Every line below that includes the word "strokeStyle" needs to be copied.

START Data records

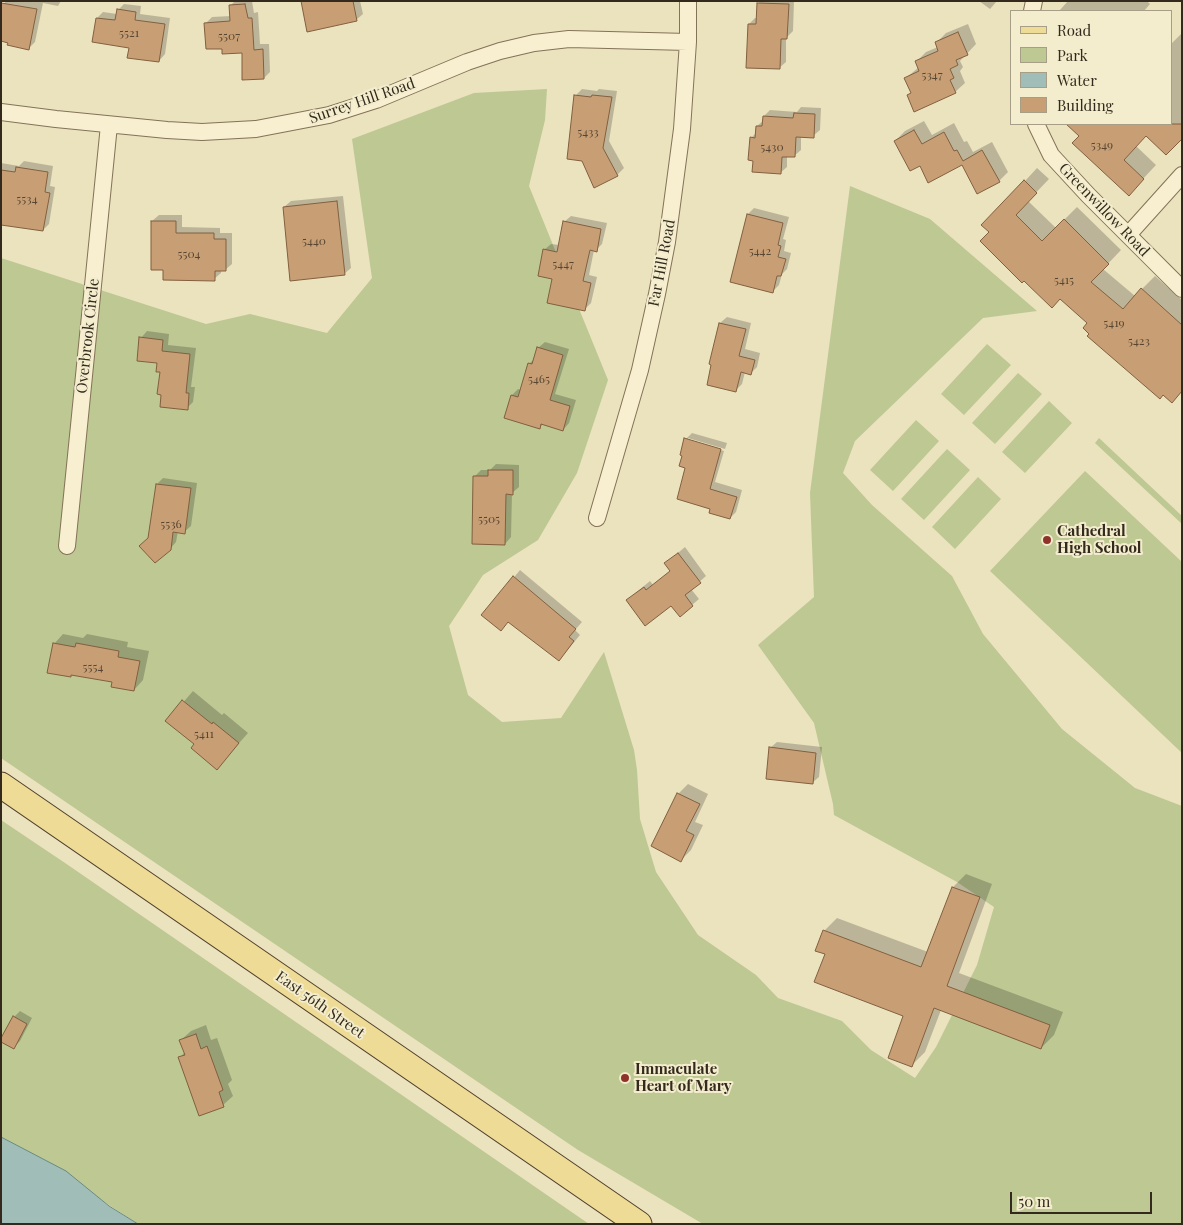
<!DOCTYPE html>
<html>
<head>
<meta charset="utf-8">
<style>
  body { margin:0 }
  #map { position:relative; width:1183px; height:1225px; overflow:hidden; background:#ebe2be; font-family:"Playfair Display",serif }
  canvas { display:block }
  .frame { position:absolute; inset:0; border:2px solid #33291c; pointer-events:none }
  .legend { position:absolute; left:1010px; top:10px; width:162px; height:115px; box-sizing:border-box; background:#f3eccd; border:1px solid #a69e86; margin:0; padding:6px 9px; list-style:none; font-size:15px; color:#33291c }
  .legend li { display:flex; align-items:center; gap:10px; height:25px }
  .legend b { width:25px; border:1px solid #a69e86 }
  .scale { position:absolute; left:1010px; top:1192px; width:142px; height:22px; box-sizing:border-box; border:2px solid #33291c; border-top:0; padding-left:6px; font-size:15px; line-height:18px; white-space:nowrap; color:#33291c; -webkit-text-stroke:4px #f3eccd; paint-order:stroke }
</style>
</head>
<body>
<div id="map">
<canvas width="1183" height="1225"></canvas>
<div class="frame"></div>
<ul class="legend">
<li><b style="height:6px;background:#eedb96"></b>Road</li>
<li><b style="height:14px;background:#bdc893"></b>Park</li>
<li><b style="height:14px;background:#a1bdb7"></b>Water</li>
<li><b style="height:14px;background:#c89f75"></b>Building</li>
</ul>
<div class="scale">50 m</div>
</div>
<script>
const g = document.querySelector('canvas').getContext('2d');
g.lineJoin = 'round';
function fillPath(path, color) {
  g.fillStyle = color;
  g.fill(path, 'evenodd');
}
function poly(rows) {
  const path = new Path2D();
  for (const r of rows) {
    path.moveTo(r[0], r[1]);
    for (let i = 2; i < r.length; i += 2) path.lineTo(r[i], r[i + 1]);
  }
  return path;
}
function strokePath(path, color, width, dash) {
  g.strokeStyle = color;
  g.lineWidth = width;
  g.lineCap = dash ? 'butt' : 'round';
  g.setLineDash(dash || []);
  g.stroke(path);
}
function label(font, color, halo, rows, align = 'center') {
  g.font = font + ' "Playfair Display",serif';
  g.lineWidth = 4;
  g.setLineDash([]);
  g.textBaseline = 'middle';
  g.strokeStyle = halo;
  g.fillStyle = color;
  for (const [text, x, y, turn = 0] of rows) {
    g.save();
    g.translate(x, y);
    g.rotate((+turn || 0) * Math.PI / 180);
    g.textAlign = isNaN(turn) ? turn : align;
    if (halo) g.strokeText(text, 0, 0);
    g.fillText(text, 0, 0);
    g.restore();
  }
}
fillPath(poly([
  [547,89,545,120,529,186,608,380,577,473,538,540,483,575,449,626,468,695,502,722,561,718,604,652,634,750,637,770,640,819,656,872,698,935,756,975,778,998,842,1021,871,1050,915,1078,936,1047,977,965,994,907,957,882,834,815,833,804,814,723,758,645,814,597,810,493,850,186,930,219,1037,311,983,318,855,441,843,473,872,505,952,576,983,634,1062,729,1135,788,1182,806,1182,1224,703,1224,578,1150,1,758,1,258,206,324,250,314,327,333,372,278,352,139,474,93],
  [987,344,1011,365,964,415,941,394],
  [1018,373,1042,394,995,444,972,423],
  [1049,401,1072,423,1025,473,1002,452],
  [916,420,939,441,893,491,870,470],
  [1099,438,1182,516,1182,524,1095,443],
  [947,449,970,470,924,520,901,499],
  [1085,471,1182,562,1182,753,990,571],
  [978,477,1001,499,955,549,932,527],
  [1,820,68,865,589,1224,138,1224,23,1149,1,1137]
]), '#bdc893');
const water = poly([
  [1,1137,66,1171,109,1206,138,1224,1,1224,1,1137]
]);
fillPath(water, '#a1bdb7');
strokePath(water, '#698a85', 1);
fillPath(poly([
  [6,1,36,2,61,1,58,6,43,3,35,42,29,48,4,4],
  [235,1,252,1,254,13,258,12,260,44,269,44,270,72,264,78,243,52,223,47,206,23,212,17,231,16,230,6],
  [302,1,360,1,363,14,356,20],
  [760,1,794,1,793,31,786,38,786,62,779,68,749,24,755,18,757,18,758,4],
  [979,1,997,1,990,9],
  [1068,1,1147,1,1150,4,1144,11,1059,11],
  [124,4,141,6,140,14,170,18,165,54,159,61,130,47,97,18,103,12,117,14,118,10],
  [968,24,976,44,960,61,963,67,960,71,965,83,955,92,908,96,912,92,906,78,919,67,916,62,926,52,938,47,936,43,946,33],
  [1182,33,1182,138,1146,135,1136,146,1156,165,1141,181,1068,124,1172,124,1172,43],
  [582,89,597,91,599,89,617,91,609,141,624,168,617,175,595,186,575,96],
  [801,107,821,108,820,130,813,136,801,136,801,150,794,156,787,156,787,167,780,173,754,160,751,138,757,132,757,126,764,120,764,116,770,110,797,112],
  [924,121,932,135,954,123,964,142,967,141,973,152,992,142,1008,172,999,181,962,164,920,164,895,141,905,131],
  [24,161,53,166,50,186,55,187,49,224,43,230,1,223,1,163,19,166],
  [1037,168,1049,179,1028,201,1056,228,1077,207,1121,250,1103,269,1135,296,1155,276,1182,300,1182,391,1089,323,991,232,1025,181],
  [343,196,351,268,344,274,284,207,291,201],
  [754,208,789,217,783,239,786,240,784,251,791,253,787,269,782,274,779,285,773,291,748,214],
  [159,215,182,215,182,227,220,228,220,233,232,233,232,264,225,270,221,270,221,273,214,279,164,269,152,221],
  [571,216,607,223,602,244,596,250,594,250,589,275,597,277,591,303,585,309,553,278,544,250,551,244,560,245,564,222],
  [727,317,751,323,745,349,760,353,757,367,751,373,745,372,742,384,735,391,713,364,710,364,720,323],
  [147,331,169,334,168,345,196,348,191,387,195,387,193,402,187,408,161,371,158,362,141,338],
  [545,342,569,349,555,394,576,400,569,423,563,430,543,424,539,428,506,417,512,395,518,389,521,390,529,364,536,357,538,348],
  [692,433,727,443,725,449,688,438,688,440,724,451,715,482,742,490,736,512,730,518,712,508,686,467,686,439],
  [496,464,519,465,519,487,512,493,511,537,505,544,474,477,481,470,490,470],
  [163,478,197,483,191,526,184,532,178,531,176,542,170,549,149,537,157,484],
  [685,547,706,576,691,589,699,599,692,605,627,600,650,581,653,585,671,571,666,563],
  [520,570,582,622,575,630,580,635,565,653,509,621,483,615],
  [63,634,83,638,87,634,128,642,127,647,149,651,143,680,134,690,113,681,54,644],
  [193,691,222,715,224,713,248,733,217,768,195,744,167,721],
  [777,742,822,747,819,777,812,783,770,748],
  [688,784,708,794,695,822,703,825,691,850,681,860,678,794],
  [966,874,992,884,959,973,1063,1012,1054,1035,1041,1048,941,1010,925,1052,912,1065,905,1015,826,954,824,931,837,918,928,952,953,887],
  [20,1011,32,1018,20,1041,14,1047,14,1017],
  [206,1025,211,1040,217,1038,232,1080,228,1084,233,1096,223,1105,179,1058,185,1052,181,1040,191,1031]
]), '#0003');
const building = poly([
  [301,1,353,1,357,21,307,32,301,1],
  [1,3,37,9,29,50,7,45,8,43,1,41,1,3],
  [757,3,789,4,787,39,781,39,780,69,746,68,748,24,756,24,757,3],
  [245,4,248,18,252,18,254,50,263,49,264,79,242,80,242,53,222,54,222,49,206,49,204,23,230,21,229,5,245,4],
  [117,9,136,12,135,20,165,24,159,62,127,58,129,48,92,42,96,18,115,20,117,9],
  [958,32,968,55,956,60,958,65,950,69,954,78,950,80,956,93,914,112,907,95,911,93,904,78,919,71,915,61,938,51,935,42,958,32],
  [574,95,591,97,592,95,612,97,603,148,618,176,594,188,582,161,567,159,574,95],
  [794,113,815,114,814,138,796,137,795,157,782,157,781,174,752,172,753,161,748,160,750,137,755,138,756,126,762,126,763,116,793,118,794,113],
  [1066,124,1182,124,1182,139,1166,155,1146,136,1124,160,1144,179,1129,196,1072,143,1079,136,1066,124],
  [914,130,922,144,944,132,954,151,957,150,963,161,982,150,1000,182,977,194,962,165,928,183,920,166,910,171,894,141,914,130],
  [16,167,48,172,45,192,50,193,43,231,1,225,1,170,15,172,16,167],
  [1024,180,1037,193,1016,215,1042,241,1064,219,1109,264,1091,282,1123,309,1141,288,1182,325,1182,391,1172,403,1163,395,1160,399,1087,336,1089,334,1083,328,1087,323,1060,299,1052,308,1024,281,1022,283,980,241,989,232,981,225,1024,180],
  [337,201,345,275,290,281,283,207,337,201],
  [747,214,783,223,778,245,781,246,778,257,786,259,781,276,777,276,773,293,730,282,747,214],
  [151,221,176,221,176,233,214,233,214,239,226,239,226,271,215,271,215,281,163,280,163,270,151,270,151,221],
  [563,221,601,229,597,252,590,250,583,281,591,283,585,311,547,303,552,279,538,276,543,249,557,252,563,221],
  [719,323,746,329,739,356,755,360,751,375,741,372,736,392,707,385,711,365,709,364,719,323],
  [139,337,163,340,162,351,190,354,186,393,189,393,188,410,160,407,161,395,157,394,160,372,156,372,157,363,137,361,139,337],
  [537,347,563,355,550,400,570,406,563,431,541,424,540,429,504,418,511,395,518,397,528,363,532,364,537,347],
  [684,438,721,449,710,489,737,497,730,519,709,513,710,509,677,499,685,468,679,466,682,456,680,455,684,438],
  [488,470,513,470,513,495,506,494,505,545,472,544,473,476,488,476,488,470],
  [156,484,191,488,185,534,173,532,171,550,155,563,139,546,148,538,156,484],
  [678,553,701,583,685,595,693,606,680,617,671,606,645,626,626,600,644,587,646,590,670,571,664,563,678,553],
  [513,576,576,629,569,637,574,641,559,661,508,622,501,631,481,615,513,576],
  [53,643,75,647,76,643,119,651,118,657,140,661,134,691,111,687,112,682,71,675,71,677,47,673,53,643],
  [182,700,212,724,213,722,239,743,217,770,191,748,194,744,165,721,182,700],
  [769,747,816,753,813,784,766,779,769,747],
  [677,793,700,804,686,831,694,835,681,862,651,846,677,793],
  [952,887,980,897,947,986,1050,1025,1041,1049,934,1008,912,1067,888,1058,903,1016,814,982,825,954,815,951,823,930,921,967,952,887],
  [13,1016,27,1024,14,1049,1,1042,1,1038,13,1016],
  [196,1034,201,1049,207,1046,223,1090,219,1092,224,1107,199,1116,178,1057,185,1055,179,1040,196,1034]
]);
fillPath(building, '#c89f75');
strokePath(building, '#815f3f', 1);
const street = poly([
  [1032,11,1034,1],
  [1,112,56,119,167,130,202,132,256,129,329,115,376,100,467,62,500,51,534,43,569,39,688,42],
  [1036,124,1051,155,1088,195,1182,289],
  [1128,235,1182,175],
  [597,518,640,370,657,294,667,242,682,129,688,42,688,1],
  [67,546,109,125]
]);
const primary = poly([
  [1,785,639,1224]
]);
strokePath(street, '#837358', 18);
strokePath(primary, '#50402c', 27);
strokePath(street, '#f7efd0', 16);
strokePath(primary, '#eedb96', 25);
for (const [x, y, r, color] of [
  [1047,540,5,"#8f332a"],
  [625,1078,5,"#8f332a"]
]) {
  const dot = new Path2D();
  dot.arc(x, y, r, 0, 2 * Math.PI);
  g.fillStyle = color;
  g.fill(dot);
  strokePath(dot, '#f3eccd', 2);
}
label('12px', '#584632', null, [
  ["5521",129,33],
  ["5507",229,36],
  ["5347",932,75],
  ["5433",588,132],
  ["5349",1102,145],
  ["5430",772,147],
  ["5534",27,199],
  ["5440",314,241],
  ["5442",760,251],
  ["5504",189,254],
  ["5447",563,264],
  ["5415",1064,280],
  ["5419",1114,323],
  ["5423",1139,341],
  ["5465",539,379],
  ["5505",489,519],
  ["5536",171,524],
  ["5554",93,667],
  ["5411",204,734]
]);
label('15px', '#33291c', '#f3eccd', [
  ["Surrey Hill Road",362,101,-19],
  ["Greenwillow Road",1104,210,46],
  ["Far Hill Road",662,263,-79],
  ["Overbrook Circle",88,336,-84],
  ["East 56th Street",320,1005,35]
]);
label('bold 15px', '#33291c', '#f3eccd', [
  ["Cathedral",1057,531],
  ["High School",1057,548],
  ["Immaculate",635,1069],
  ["Heart of Mary",635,1086]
], 'left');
</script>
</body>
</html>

END Data records

◆ Task answer ◆
  g.strokeStyle = color;
  g.strokeStyle = halo;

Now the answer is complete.